Sadly, we are unable to undergo his Ministration as we forgot to invite him but maybe he’s waiting for us in Falmouth.
More phosphorescent strobes in the wake again this evening. It’s as if all the dinos in a cubic foot of water go off at once making an intense green flash. Must be caused by some kind of fish – cant think of any other explanation. Perhaps flying fish taking off and landing.
Tori – I think you’re right about Slarty – fun looking for his signature on Cape Horn. See if you can spot it in the photos. And we know all about Gordon and the Boat Incident. Silly person.
From Malcom C and Phil Y
Here is the good oil on the black patch near the Southern Cross. It is actually called the Coal Sack and is well known. It is a region where foreground dust obscures the stars behind it. It is dark matter but not dark matter in the sense that astronomers talk about dark matter.
Dark Matter, as astronomers know it, is non-luminous material between the stars in a galaxy that outweighs all stars in a galaxy by a factor of 10 times.
There are other patches of dust throughout the Milky Way but their total mass is small, small even compared to the total mass of the stars alone. There are other famous patches of dust. The most famous is the one in Orion that causes the so-called Horsehead Nebula. You should be able to see that soon.
Another intrepid navigator, Ferdinand Magellan, in an idle moment on the quarter deck, discovered the Magellanic Clouds a few hundred years ago.
I guess Peter Crozier (cross bearer) is already partly immortalised in the name of the Southern Cross. Alex, keep looking at the skies you may yet see an unnamed comet, asteroid, or super nova that someone might name after you. If its an asteroid and it begins to fill your field of vision, duck.
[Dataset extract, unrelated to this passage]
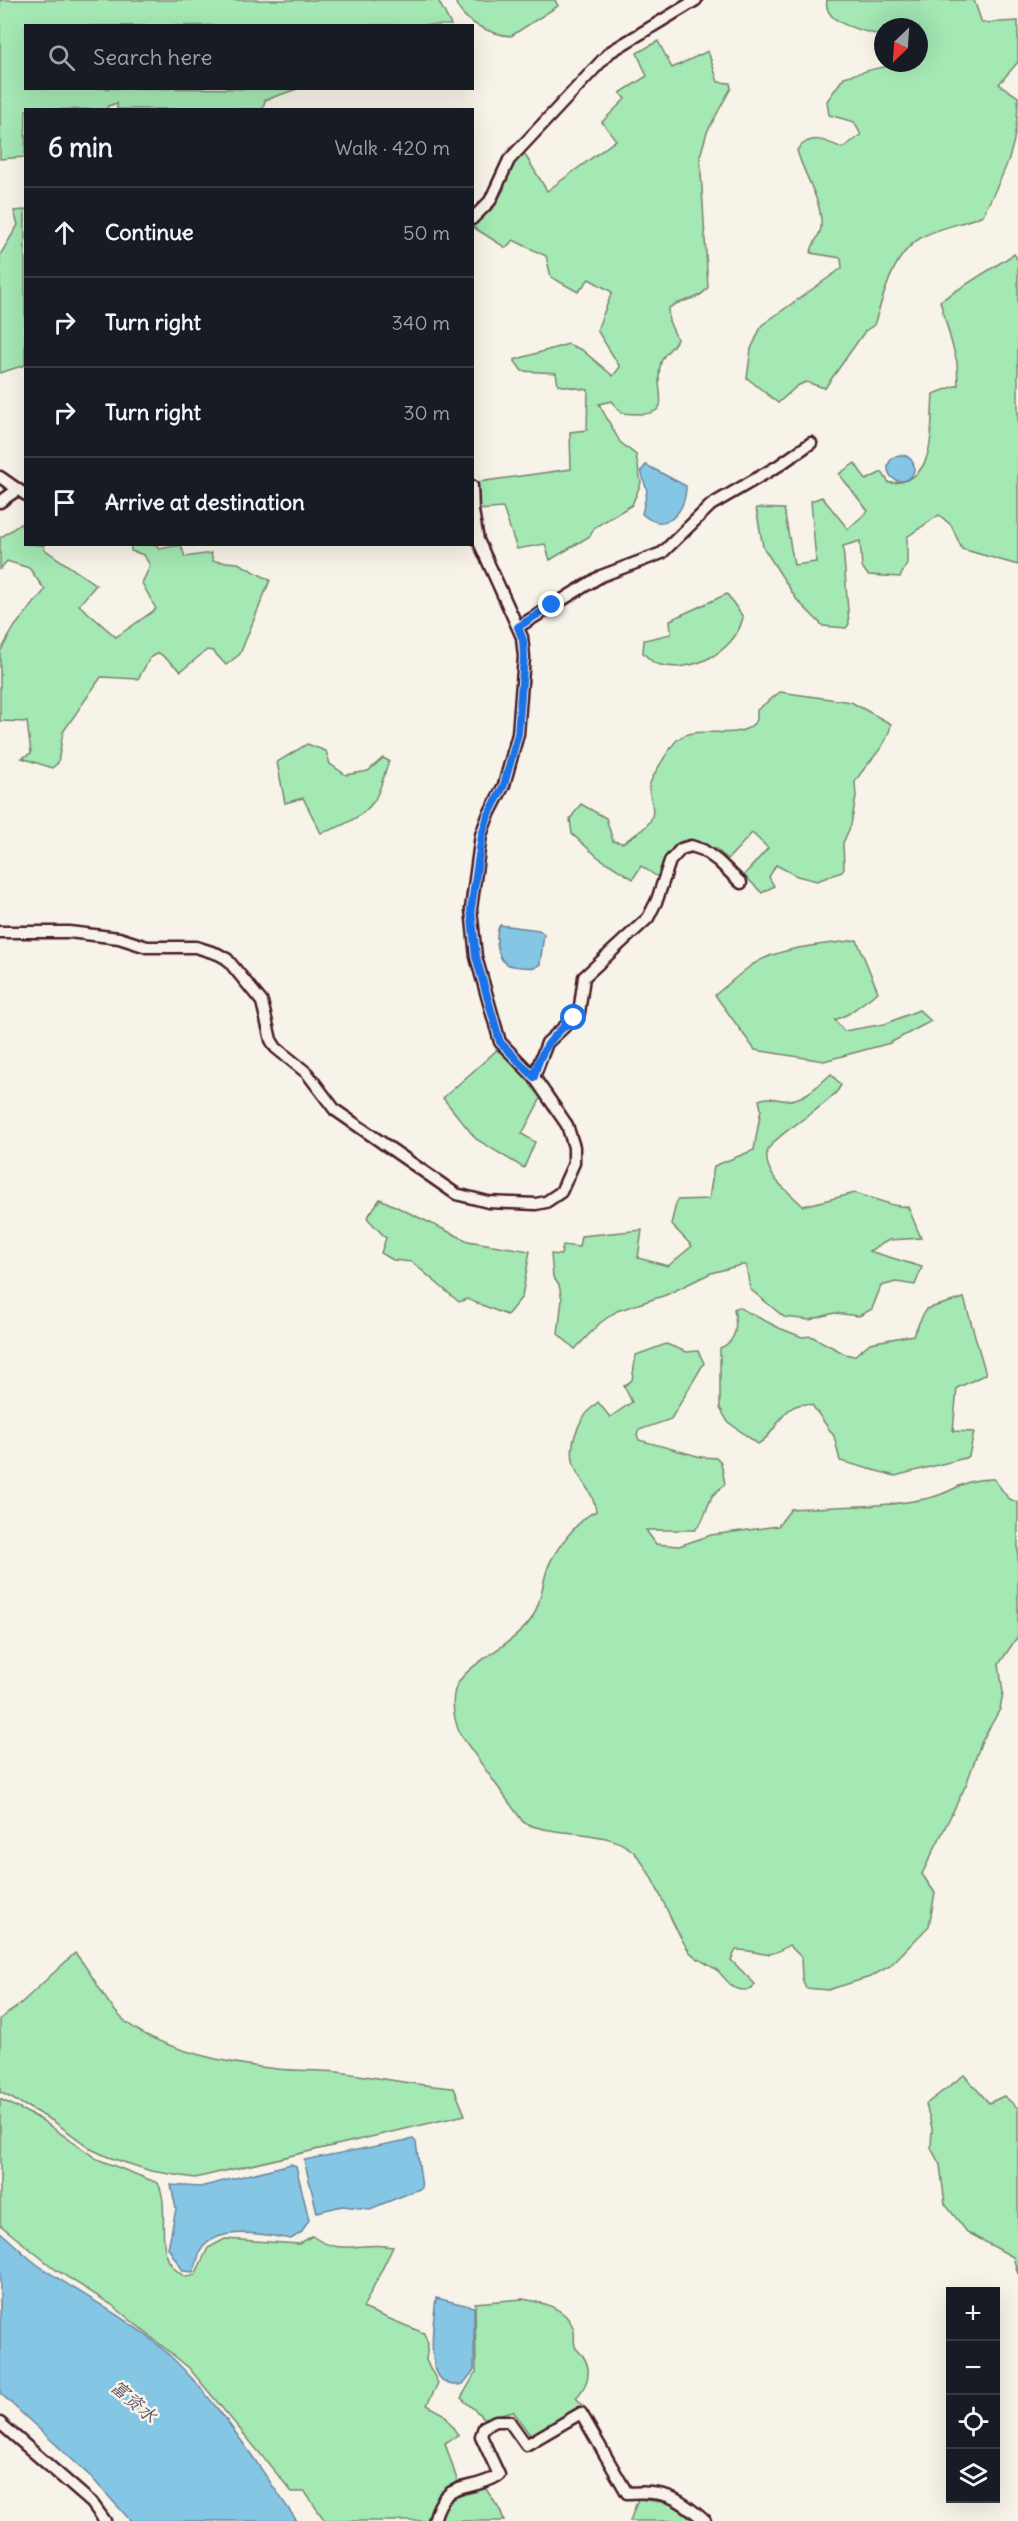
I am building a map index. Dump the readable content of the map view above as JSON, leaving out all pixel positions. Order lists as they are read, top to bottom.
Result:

Many thanks to Phil Y for the facts.
Malcom – thanks for directing the big guns at my very unscientific questions – can you see the dark patch from Sydney or is there too much ambient light? If Phil replies, could you ask him if it’s ok to post his answer? Malcolm takes all the addresses and other guff off our webmail so I don’t have his address. And a Kiwi in the Smithsonian – bastards are everywhere these days.